We were over there.. A friend and I were over there to talk about the war power, and we took the occasion also to ask why he, for example, had acquiesced, and as it turned out, he hadn't. He'd been one of the few votes against it, the National Defense Authorization Act amendment, that would destroy Posse Comitatus, which has been in effect since reconstruction, which essentially prohibits the military from aiding civilian law enforcement.
Rob Kall: And there's a lot more going on"
Rob Kall: "That is anticipating when people go out onto the streets, isn't there? You know anything about it? All these talks about the camps that have been created by FEMA and what have you? Do you give any credence to that?
No, but I can tell you that having studied what we did throughout our history. I mean, I was just, I don't want to bore you, but I was just looking at the 1840s and 50s, when we essentially allowed Louisianans and Kentuckians, and others in this country, to go to Cuba and try to take Cuba from Spain. We actually did that. We actually had a motion in the Senate of the United States to repeal the Neutrality Act, so that these people would not be criminals under U.S. law. They were invading a sovereign country off the coast of Florida against the Neutrality Act. So they could be put in jail, but we were encouraging them to do it. And why were we doing it? We were doing it because we thought if we got Cuba, it would increase the slaveholding States, and therefore give the South more power.
This is our country! This is America!
Rob Kall: Crazy! One last question. What's your take on globalization, and global trade agreements, like World Trade Organization, and NAFTA and KAFTA, TPP and what have you?
I think globalization is a phenomenon that is here to stay. You know, I don't take the Tom Friedman or the Dave Schmidt angle on it, I simply say it's been here before. Interestingly and somewhat frighteningly, the last period of massive globalization was just prior to World War I, when, you know, the telegraph cable had been laid, connecting continents for the first time in human history. You had all these different things going on, that you could argue that it was even more intense, relatively speaking, in the late 1800s, early 1900s, than it is today. So it's a phenomenon, that I think has been around, and it 's not going away. The question in my mind, is how are we going to, we being the governments in the world that care, whether you call it the G20 or the G8, or the G77, or whatever How are we going to manage it, so that we get better results in terms of balance of current accounts and so forth? One of the big problems is that China had so much in it's reserves, and other countries have, after the Asia crisis in '98, started having so much in their reserves, that we were the ones providing that so much. So we were bleeding our Treasury through consumption, buying Chinese products, Vietnamese products, and so forth, while their current account balances were really going way off the charts in terms of positives. So we've got to do a better job globally of balancing those accounts and of creating, not managed trade, in the sense of destroying entrepreneurship and so forth, but trade that's better guided. And that's not Socialism, that's not Communism, that's simply common sense. You've got to have a plan, and you've got to have a strategy, and you've got to manage global trade better.

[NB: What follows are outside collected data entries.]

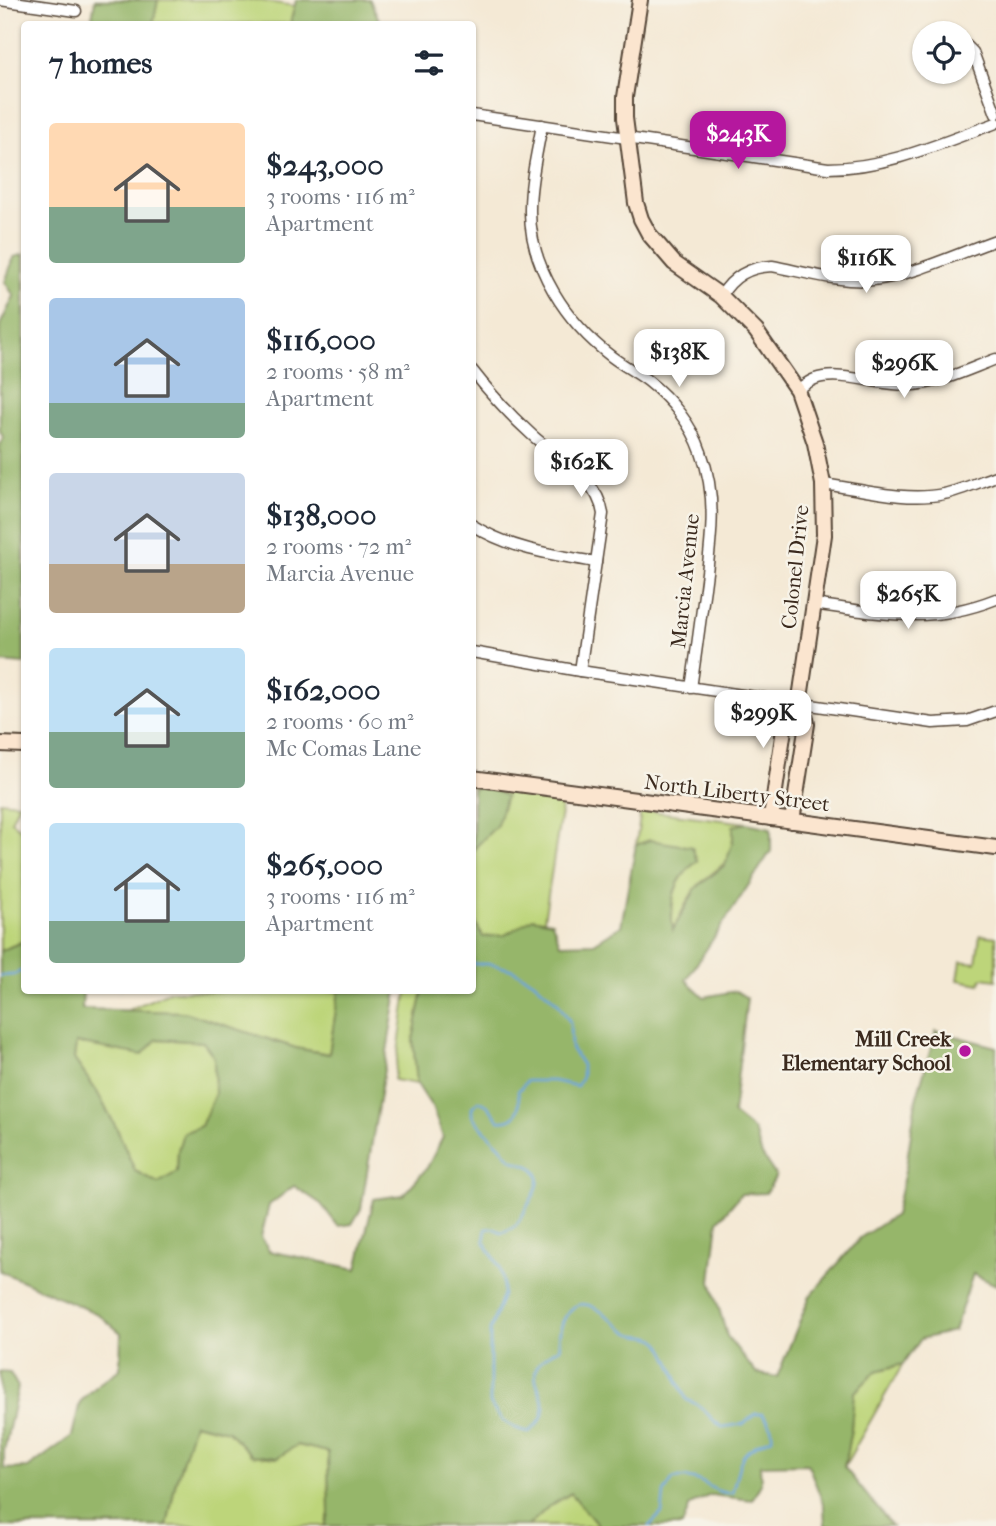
<!DOCTYPE html>
<html lang="en">
<head>
<meta charset="utf-8">
<style>
	body { margin:0; font-family:"IM FELL French Canon",serif; background:#f6f6f7; color:#1f2937; height:100vh; display:flex; flex-direction:column; font-size:26px; white-space:nowrap }
	* { box-sizing:border-box; margin:0 }
	p { font-size:23px; color:#747a83 }
	.icon { flex:none; width:38px; height:38px; fill:none; stroke:currentColor; stroke-width:2; stroke-linecap:round; stroke-linejoin:round }
	.map { position:relative; flex:1; overflow:hidden }
	.sheet { position:absolute; left:21px; top:21px; width:455px; height:973px; display:flex; flex-direction:column; background:#fff; border-radius:7px; box-shadow:0 2px 5px #0004 }
	.sheet>* { flex:none }
	.controls { position:absolute; left:912px; top:21px; display:grid; gap:14px }
	.controls a { display:grid; place-items:center; width:63px; height:63px; border-radius:50%; background:#fff; box-shadow:0 2px 5px #0004; font-size:35px }
	.price { position:absolute; translate:-50% -60px; padding:0 16px; border-radius:14px; background:#fff; color:#222; font-size:23px; line-height:46px; filter:drop-shadow(0 2px 4px #0008) }
	.price::after { content:''; position:absolute; left:50%; top:42px; width:21px; height:16px; margin-left:-10px; background:inherit; clip-path:polygon(0 0,100% 0,50% 100%) }
	.price.active { background:#b5179e; color:#fff }
	ul { padding:0; list-style:none }
	li { display:flex; align-items:center; gap:21px; height:175px; padding:0 28px }
	li span { display:grid; place-items:center; flex:none; width:196px; height:140px; border-radius:7px; color:#555 }
	li>.icon { margin-inline-start:auto }
	span .icon { width:84px; height:84px; fill:#fffc; stroke-width:1 }
	li b { font-size:30px }
	h2 { display:flex; justify-content:space-between; align-items:center; height:84px; padding:0 28px; font-size:30px }
	.map>svg:first-child { display:block }
</style>
</head>
<body>
<div class="map">
<svg width="996" height="1526" viewBox="0 0 996 1526">
	<rect width="100%" height="100%" fill="#f7f3e8"/>
	<filter id="ink" filterUnits="userSpaceOnUse"><feTurbulence type="fractalNoise" baseFrequency=".0143" numOctaves="2"/><feDisplacementMap in="SourceGraphic" scale="14" xChannelSelector="R" yChannelSelector="G"/><feConvolveMatrix kernelMatrix="1 2 1 2 8 2 1 2 1" color-interpolation-filters="sRGB"/></filter>
	<filter id="wash" filterUnits="userSpaceOnUse"><feTurbulence type="fractalNoise" baseFrequency=".00686" numOctaves="4" result="noise"/><feDisplacementMap in="SourceGraphic" scale="28" xChannelSelector="R" yChannelSelector="G"/><feGaussianBlur stdDeviation="1.57" result="paint"/><feColorMatrix in="noise" values="0 0 0 0 0 0 0 0 0 0 0 0 0 0 0 0 0 1.4 0 .05"/><feComposite in="paint" operator="in"/></filter>
	<g filter="url(#wash)">
		<rect width="100%" height="100%" fill="#f4e9d5"/>
		<!-- green -->
		<g fill="#bdd57a" stroke="#7c804c" stroke-width="2">
			<polygon points="158,0 255,0 295,6 290,24 153,24"/>
			<polygon points="472,785 563,799 544,920 533,919 505,935 483,937 473,918 472,850 497,825 486,786 473,789"/>
			<polygon points="0,801 19,803 11,821 24,832 24,941 0,951"/>
			<path d="M641 810 747 823 733 826C735 870 718 863 696 888 686 900 680 918 672 931 672 900 671 883 697 861L650 840 636 845Z"/>
			<polygon points="980,935 996,937 996,980 982,978 980,984 958,980 961,961 976,963"/>
			<polygon points="171,991 339,991 329,1054 296,1048 184,1012 126,1011"/>
			<polygon points="407,991 423,991 413,1040 417,1084 394,1080"/>
			<polygon points="157,1039 203,1042 214,1056 215,1094 201,1127 178,1150 177,1172 158,1183 135,1171 117,1129 97,1092 74,1059 76,1043 95,1045"/>
			<polygon points="903,1364 844,1467 851,1429 854,1393 876,1371"/>
			<polygon points="193,1423 228,1431 251,1455 277,1458 297,1445 328,1452 329,1514 325,1526 167,1526 175,1485"/>
			<polygon points="572,1493 598,1526 528,1526 548,1507"/>
		</g>
		<!-- forest -->
		<g fill="#96b66a" stroke="#687044" stroke-width="2" fill-rule="evenodd">
			<polygon points="95,0 158,0 153,24 91,24"/>
			<polygon points="296,0 370,0 381,24 290,24"/>
			<polygon points="24,254 24,664 0,662 0,447 3,437 0,431 0,325 14,296 5,282 14,257"/>
			<polygon points="486,786 506,796 497,825 473,850 473,789"/>
			<path d="M747 823 771 828V851L686 980 704 997 736 991 747 998 733 1114 754 1131 762 1155 776 1176 766 1193 741 1194 718 1221 711 1281 727 1336 756 1373 777 1377 810 1296 860 1238 895 1215 906 1167 916 1100 936 1031 996 1047V1285L973 1274 954 1331 921 1339 903 1364 876 1371 854 1393 851 1429 844 1467 892 1526H825L824 1506 808 1464 760 1465 761 1484 752 1500 710 1495 690 1505 682 1526H598L571 1493 548 1507 528 1526H325L329 1514 328 1452 297 1445 277 1458 251 1455 228 1431 194 1423 175 1485 167 1526H0V1372L10 1373 18 1387 4 1451V1469L28 1468 72 1436 80 1402 100 1383 120 1369 121 1333 98 1314 0 1271V951L24 941V990L83 991 82 1009 184 1012 296 1048 329 1054 339 991H397L361 1209 352 1224 338 1226 321 1204 294 1186 269 1205 261 1237 269 1251 357 1269 374 1199 403 1195 427 1168 443 1137 432 1107 417 1084 413 1040 423 991 472 990 473 918 483 937 505 935 533 918 552 922 560 944 594 943 621 926 636 845 650 840 692 847 697 861C673 880 669 901 673 930L696 888 725 865 733 841V826ZM157 1039 203 1042 214 1057 215 1094 201 1126 183 1133 178 1150 177 1172 158 1183 135 1171 117 1129 97 1092 74 1059 76 1043 142 1055Z"/>
		</g>
		<g fill="none" stroke-linecap="round" stroke-linejoin="round">
			<!-- stream -->
			<g stroke="#6ba4da" stroke-width="2.5">
				<path d="M472 964H491L513 970 533 981 558 1003 570 1022 571 1048 582 1065V1077L577 1086 553 1081H527L518 1091C520 1107 520 1122 499 1120L487 1105 479 1101 472 1107V1115C479 1126 488 1134 497 1143 503 1148 506 1155 512 1159 521 1165 535 1164 538 1176 540 1188 532 1197 527 1207 520 1220 517 1229 501 1232L493 1228 486 1229 484 1241 500 1268 503 1281V1295L490 1330V1403C498 1419 511 1429 529 1432 533 1428 539 1424 541 1419 555 1391 509 1373 560 1348 558 1334 560 1324 568 1313 585 1288 613 1323 630 1333 639 1338 651 1333 659 1342 671 1357 676 1382 687 1400 704 1405 708 1418 722 1427L744 1424 755 1414H762C769 1421 773 1427 772 1438 736 1452 742 1459 732 1493 707 1494 706 1473 673 1479L664 1493 662 1513 649 1526"/>
				<polyline points="0,976 12,975 24,970"/>
			</g>
		</g>
	</g>
	<g filter="url(#ink)">
		<g fill="none" stroke-linecap="round" stroke-linejoin="round">
			<!-- street casing -->
			<g stroke="#574739" stroke-width="13">
				<g id="street">
					<polyline points="0,0 76,11"/>
					<polyline points="962,44 967,46 973,52 996,114"/>
					<path d="M472 115 828 168C887 168 941 143 996 123"/>
					<path d="M542 125C537 153 530 181 530 209 529 267 567 323 612 357 624 366 636 372 648 381 671 399 692 425 701 452 718 498 711 541 705 588 700 622 696 655 691 688"/>
					<path d="M721 296C733 276 749 267 772 266 804 272 841 283 873 280 911 276 959 253 996 240"/>
					<path d="M472 370C490 393 510 415 532 435 557 458 598 478 603 514L580 671"/>
					<path d="M797 390C803 386 809 381 815 379 841 370 884 387 913 385 941 383 969 369 996 359"/>
					<path d="M823 484C861 489 905 502 944 494 961 490 979 482 996 476"/>
					<path d="M472 525C510 549 553 555 596 562"/>
					<path d="M814 604C882 614 930 625 996 599"/>
					<polyline points="472,652 580,671 933,723 967,721 996,711"/>
				</g>
			</g>
			<!-- secondary casing -->
			<g stroke="#574739" stroke-width="18">
				<g id="secondary">
					<polyline points="640,0 625,97 625,118 636,203 641,219 649,234 674,263 721,296 756,331 797,390 815,443 823,484 824,535 799,705 789,713 785,722 771,818"/>
					<polyline points="0,744 24,745"/>
					<polyline points="472,778 996,848"/>
					<polyline points="792,821 807,724 805,714 799,705"/>
				</g>
			</g>
			<!-- street -->
			<use href="#street" stroke="#fff" stroke-width="10"/>
			<!-- secondary -->
			<use href="#secondary" stroke="#fbe5cf" stroke-width="14"/>
		</g>
	</g>
	<!-- markers -->
	<circle fill="#b5179e" stroke="#f7f3e8" stroke-width="2.5" cx="965" cy="1051" r="7"/>
	<g text-anchor="middle" stroke-width="5" stroke-linejoin="round" paint-order="stroke">
		<!-- street labels -->
		<g font-size="21" fill="#3b2a1e" stroke="#f7f3e8">
			<text transform="translate(795 567) rotate(-84)" y="7">Colonel Drive</text>
			<text transform="translate(685 581) rotate(-84)" y="7">Marcia Avenue</text>
			<text transform="translate(737 793) rotate(7)" y="7">North Liberty Street</text>
		</g>
		<!-- poi labels -->
		<g font-size="21" font-weight="bold" fill="#3b2a1e" stroke="#f7f3e8" text-anchor="end">
			<text x="951" y="1046">Mill Creek<tspan x="951" dy="24">Elementary School</tspan></text>
		</g>
	</g>
</svg>
<div class="controls">
<a><svg class="icon" aria-label="locate" viewBox="0 0 24 24"><circle cx="12" cy="12" r="6"/><path d="M12 2v4M12 18v4M2 12h4M18 12h4"/></svg></a>
</div>
<b class="price active" style="left:738px;top:171px">$243K</b>
<b class="price" style="left:866px;top:295px">$116K</b>
<b class="price" style="left:679px;top:389px">$138K</b>
<b class="price" style="left:904px;top:400px">$296K</b>
<b class="price" style="left:581px;top:499px">$162K</b>
<b class="price" style="left:908px;top:631px">$265K</b>
<b class="price" style="left:763px;top:750px">$299K</b>
<section class="sheet">
<h2>7 homes<svg class="icon" aria-label="filters" viewBox="0 0 24 24"><path d="M4 7h16M4 17h16"/><circle cx="9" cy="7" r="2"/><circle cx="15" cy="17" r="2"/></svg></h2>
<ul>
<li><span style="background:linear-gradient(#ffd9b3 60%,#7fa58c 0)"><svg class="icon" aria-label="home" viewBox="0 0 24 24"><path d="M3 11l9-7 9 7M6 9v11h12V9"/></svg></span><div><b>$243,000</b><p>3 rooms · 116 m²</p><p>Apartment</p></div></li>
<li><span style="background:linear-gradient(#a9c7e8 75%,#7fa58c 0)"><svg class="icon" aria-label="home" viewBox="0 0 24 24"><path d="M3 11l9-7 9 7M6 9v11h12V9"/></svg></span><div><b>$116,000</b><p>2 rooms · 58 m²</p><p>Apartment</p></div></li>
<li><span style="background:linear-gradient(#c9d6e8 65%,#b9a48a 0)"><svg class="icon" aria-label="home" viewBox="0 0 24 24"><path d="M3 11l9-7 9 7M6 9v11h12V9"/></svg></span><div><b>$138,000</b><p>2 rooms · 72 m²</p><p>Marcia Avenue</p></div></li>
<li><span style="background:linear-gradient(#bfe0f5 60%,#7fa58c 0)"><svg class="icon" aria-label="home" viewBox="0 0 24 24"><path d="M3 11l9-7 9 7M6 9v11h12V9"/></svg></span><div><b>$162,000</b><p>2 rooms · 60 m²</p><p>Mc Comas Lane</p></div></li>
<li><span style="background:linear-gradient(#bfe0f5 70%,#7fa58c 0)"><svg class="icon" aria-label="home" viewBox="0 0 24 24"><path d="M3 11l9-7 9 7M6 9v11h12V9"/></svg></span><div><b>$265,000</b><p>3 rooms · 116 m²</p><p>Apartment</p></div></li>
</ul>
</section>
</div>
</body>
</html>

And when you talk about free trade, forget it. There's no such thing as free trade. There never has been. It's a pipe dream, and if it were free trade than it would be, it 'd be predatory capitalism, it'd be all over the world; like Bank of America and Goldman Sachs, and Morgan Chase and everybody else screwing everybody else.
So you don't want totally free trade, what you want is a trade that is basically free, but you want institutions that factor in all the things we've learned since World War II, for example, that capital controls in some instances and for some countries might be good! Brazil sure has proven that. And that the IMF needs to completely adjust its outlook, because it's operating right now under the auspices of the big banks and the big corporations. See, we've got to adjust some of this stuff that we built after World War II, and maybe even destroy some of it, and put some other institutions in its place. And we've got to do a better job of managing globalization. And that's not Communism, that's not Socialism, that's just practical reality.
Rob Kall: Do you think it's possible that to have a globalization that is not, as it currently is, designed primarily for multi-national corporations?
Well, I'm sure you know, that's partly at least the way it's designed right now. Whether it's Exxon Mobil, or it's Monsanto, or one of the big drug companies, or whatever. The way we structured the global financial system is designed to favor large corporations which are less and less sovereign in their nature. That is to say Rex Tillerson when he goes, CEO of Exxon Mobil, when he goes to Kazakhstan and says he'd rather be in Kazakhstan then the United States, he's telling the truth. Kazakhstan's a terrible place. It's an authoritarian, "you're tortured tomorrow morning" country. But he'd rather be there because it treats its energy companies better. It treats its energy assets, resources better. It gives better pay on the dollar and so forth. So Tillerson has no nationality. He is an oil man, and that's something that we have to deal with. We can't give these multi-national corporations like Exxon Mobil, Monsanto, Central, you know-- raping places in South America to grow more soybeans and so forth. We can't give them that kind of power. We either have to give the local governments the power to rein them in, and to override WTO or other rulings that might be blessing this, or we have to do it ourselves. And I think it's probably going to wind up being a combination of the two as it's been in the past, but not been that successful.